DRIVE-AB estimates that $800 million (Euros 680 million) is needed annually to fund grants and pipeline coordinators, an increase of about 50 per cent from the current public investments in antibiotic R&D made each year. The consortium posits that the recently-announced G20 Global R&D Collaboration Hub on AMR - a facility for AMR research funders that is envisioned to guide AMR R&D to the most needed areas, foster collaboration and mobilize resources - should be considered as one possible important approach to achieving high-level coordination for incentives. The G20 should work with member states and like-minded countries to agree to implement and finance a market entry reward over a period of 20 years, including common sustainable use provisions, according to DRIVE-AB. Target product profiles, or TPPs, set by the WHO or other suitable body could serve to focus public and private investments to the areas of greatest unmet need for patients and society.
While market entry rewards are discussed and put in place, national authorities should address the economic challenges within their existing systems. The DRIVE-AB report provides suggestions for improving Health Technology Assessment (HTA) processes to better capture the societal value of antibiotics in coverage and reimbursement decision-making.

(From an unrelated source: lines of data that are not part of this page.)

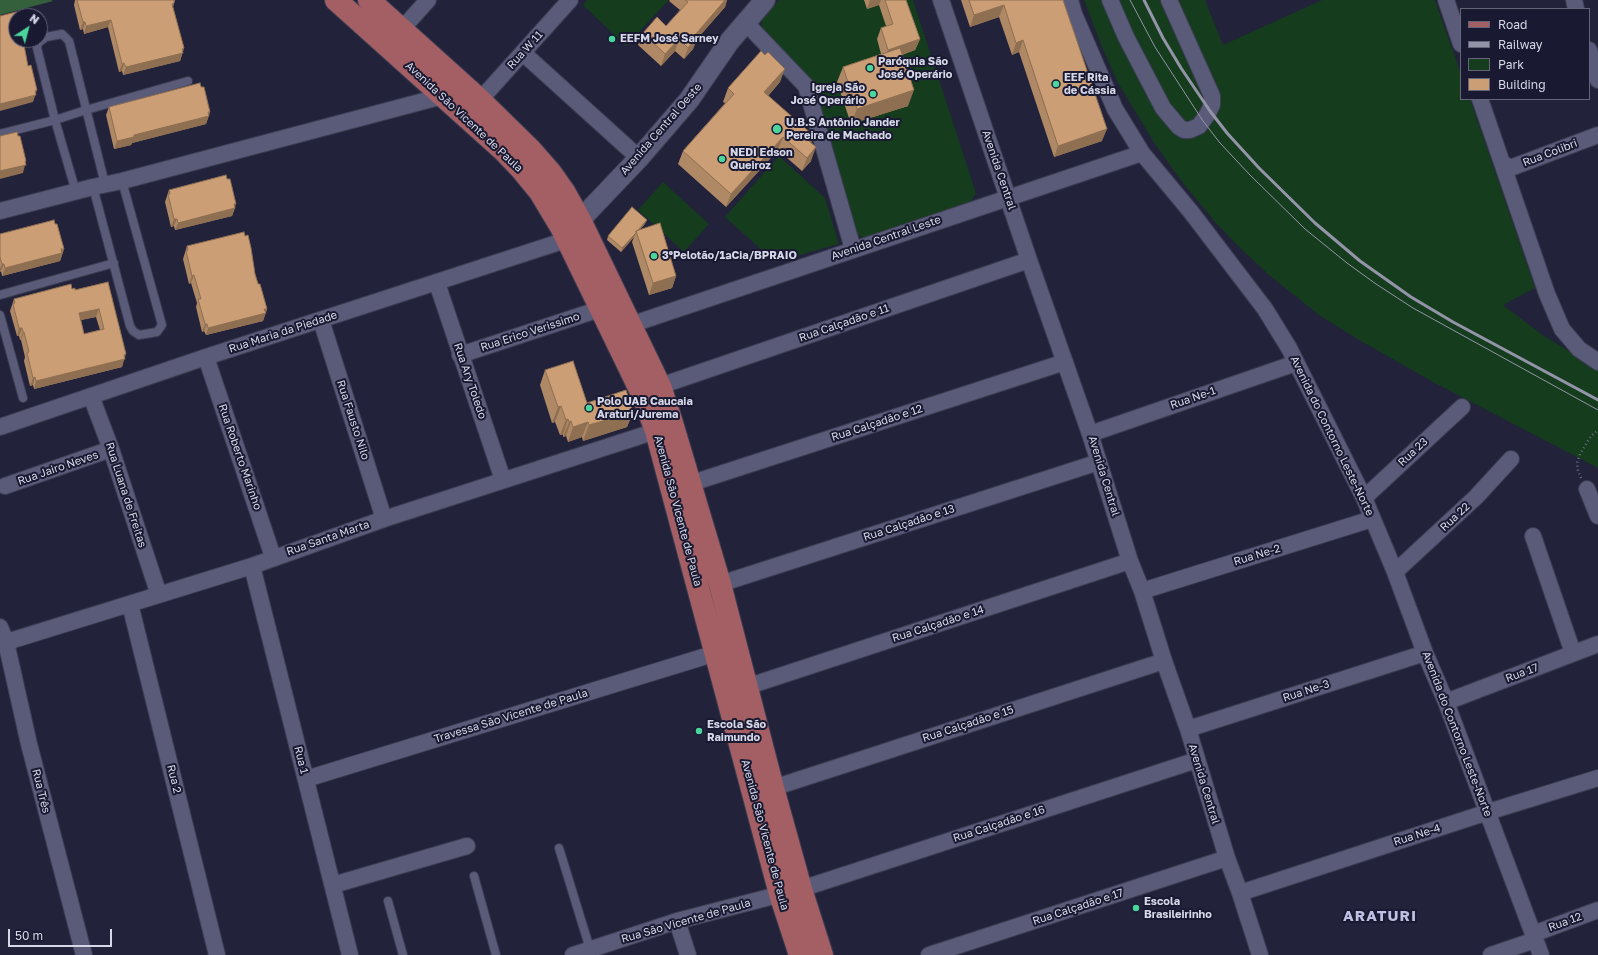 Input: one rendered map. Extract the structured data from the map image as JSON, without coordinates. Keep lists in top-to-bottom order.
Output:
{
  "streets": {
    "main road": ["Avenida São Vicente de Paula"],
    "street": [
      "Rua W 11",
      "Avenida Central Oeste",
      "Rua Colibri",
      "Avenida Central",
      "Avenida Central Leste",
      "Rua Calçadão e 11",
      "Rua Maria da Piedade",
      "Rua Erico Verissimo",
      "Rua Ary Toledo",
      "Rua Ne-1",
      "Rua Fausto Nilo",
      "Rua Calçadão e 12",
      "Avenida do Contorno Leste-Norte",
      "Rua 23",
      "Rua Roberto Marinho",
      "Rua Jairo Neves",
      "Rua Luana de Freitas",
      "Rua 22",
      "Rua Calçadão e 13",
      "Rua Santa Marta",
      "Rua Ne-2",
      "Rua Calçadão e 14",
      "Rua 17",
      "Rua Ne-3",
      "Travessa São Vicente de Paula",
      "Rua Calçadão e 15",
      "Rua 1",
      "Rua 2",
      "Rua Três",
      "Rua Calçadão e 16",
      "Rua Ne-4",
      "Rua Calçadão e 17",
      "Rua São Vicente de Paula",
      "Rua 12"
    ]
  },
  "crossings": [
    ["Rua W 11", "Avenida São Vicente de Paula"],
    ["Avenida São Vicente de Paula", "Avenida Central Oeste"],
    ["Avenida São Vicente de Paula", "Avenida Central Leste"],
    ["Avenida São Vicente de Paula", "Rua Calçadão e 11"],
    ["Avenida São Vicente de Paula", "Rua Maria da Piedade"],
    ["Avenida São Vicente de Paula", "Rua Erico Verissimo"],
    ["Avenida São Vicente de Paula", "Rua Calçadão e 12"],
    ["Avenida São Vicente de Paula", "Rua Calçadão e 13"],
    ["Avenida São Vicente de Paula", "Rua Santa Marta"],
    ["Avenida São Vicente de Paula", "Rua Calçadão e 14"],
    ["Avenida São Vicente de Paula", "Travessa São Vicente de Paula"],
    ["Avenida São Vicente de Paula", "Rua Calçadão e 15"],
    ["Avenida São Vicente de Paula", "Rua Calçadão e 16"],
    ["Avenida São Vicente de Paula", "Rua São Vicente de Paula"],
    ["Avenida Central Oeste", "Rua Maria da Piedade"],
    ["Avenida Central", "Avenida Central Leste"],
    ["Avenida Central", "Rua Calçadão e 11"],
    ["Avenida Central", "Rua Ne-1"],
    ["Avenida Central", "Rua Calçadão e 12"],
    ["Avenida Central", "Rua Calçadão e 13"],
    ["Avenida Central", "Rua Ne-2"],
    ["Avenida Central", "Rua Calçadão e 14"],
    ["Avenida Central", "Rua Ne-3"],
    ["Avenida Central", "Rua Calçadão e 15"],
    ["Avenida Central", "Rua Calçadão e 16"],
    ["Avenida Central", "Rua Ne-4"],
    ["Avenida Central", "Rua Calçadão e 17"],
    ["Avenida Central Leste", "Avenida do Contorno Leste-Norte"],
    ["Rua Maria da Piedade", "Rua Ary Toledo"],
    ["Rua Maria da Piedade", "Rua Fausto Nilo"],
    ["Rua Maria da Piedade", "Rua Roberto Marinho"],
    ["Rua Maria da Piedade", "Rua Luana de Freitas"],
    ["Rua Erico Verissimo", "Rua Ary Toledo"],
    ["Rua Ary Toledo", "Rua Santa Marta"],
    ["Rua Ne-1", "Avenida do Contorno Leste-Norte"],
    ["Rua Fausto Nilo", "Rua Santa Marta"],
    ["Avenida do Contorno Leste-Norte", "Rua 23"],
    ["Avenida do Contorno Leste-Norte", "Rua 22"],
    ["Avenida do Contorno Leste-Norte", "Rua Ne-2"],
    ["Avenida do Contorno Leste-Norte", "Rua 17"],
    ["Avenida do Contorno Leste-Norte", "Rua Ne-3"],
    ["Avenida do Contorno Leste-Norte", "Rua Ne-4"],
    ["Avenida do Contorno Leste-Norte", "Rua 12"],
    ["Rua Roberto Marinho", "Rua Santa Marta"],
    ["Rua Jairo Neves", "Rua Luana de Freitas"],
    ["Rua Luana de Freitas", "Rua Santa Marta"],
    ["Rua Santa Marta", "Rua 1"],
    ["Rua Santa Marta", "Rua 2"],
    ["Rua Santa Marta", "Rua Três"],
    ["Travessa São Vicente de Paula", "Rua 1"],
    ["Rua Calçadão e 16", "Rua São Vicente de Paula"]
  ],
  "districts": ["ARATURI"],
  "places": [
    "EEFM José Sarney",
    "Paróquia São José Operário",
    "EEF Rita de Cássia",
    "Igreja São José Operário",
    "U.B.S Antônio Jander Pereira de Machado",
    "NEDI Edson Queiroz",
    "3ºPelotão/1ªCia/BPRAIO",
    "Polo UAB Caucaia Araturi/Jurema",
    "Escola São Raimundo",
    "Escola Brasileirinho"
  ],
  "legend": [
    "Road",
    "Railway",
    "Park",
    "Building"
  ],
  "scale_bar": "50 m",
  "north": "top right"
}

DRIVE-AB also published new models to describe the spread of resistant organisms, and consensus parameters for responsible antibiotic use.
"There is no 'one size fits all' solution to incentivizing antibacterial innovation in a global market with varying unmet needs, healthcare systems and access requirements. A menu of incentives will ultimately be required that can be adapted to local context and yet still achieve the goal of stimulating antibacterial innovation" notes Judith Hackett, co-coordinator of DRIVE-AB and Director Global Pricing and Reimbursement at AstraZeneca.
DRIVE-AB's final report is available online at:
DRIVE-AB was a public-private consortium of 23 partners from 11 countries (academic institutions, research organisations and pharmaceutical/biotechnology industries ). DRIVE-AB was one of several projects within the Innovative Medicines Initiative (IMI)'s NewDrugs4BadBugs (ND4BB) program with a budget of €9.4 million. The purpose of the project was to transform the way policymakers stimulate antibiotic innovation, while ensuring that these new antibiotics are used sustainably and are available equitably to meet public health needs. To achieve this vision, DRIVE-AB used a research-based multidisciplinary approach with significant stakeholder input and interactions.
DRIVE-AB partners included the public/academic partners British Society for Antimicrobial Chemotherapy, Chatham House, Center for Anti-Infective Agents, Heidelberg University, London School of Economics and Political Science, Norwegian Institute of Public Health, Radboud University Medical Center, Tel Aviv Sourasky Medical Center, University of Antwerp, Université de Genève, Université de Lorraine, University of Rijeka Medical Faculty, University of Strathclyde, University of Tübingen, Uppsala University, Wageningen University and EFPIA members Astellas Pharma Europe LTD, AstraZeneca AB, GlaxoSmithKline Research & Development, F. Hoffmann-La Roche Ltd, Merck Sharp & Dohme, Pfizer Limited and Sanofi-Aventis Research & Development.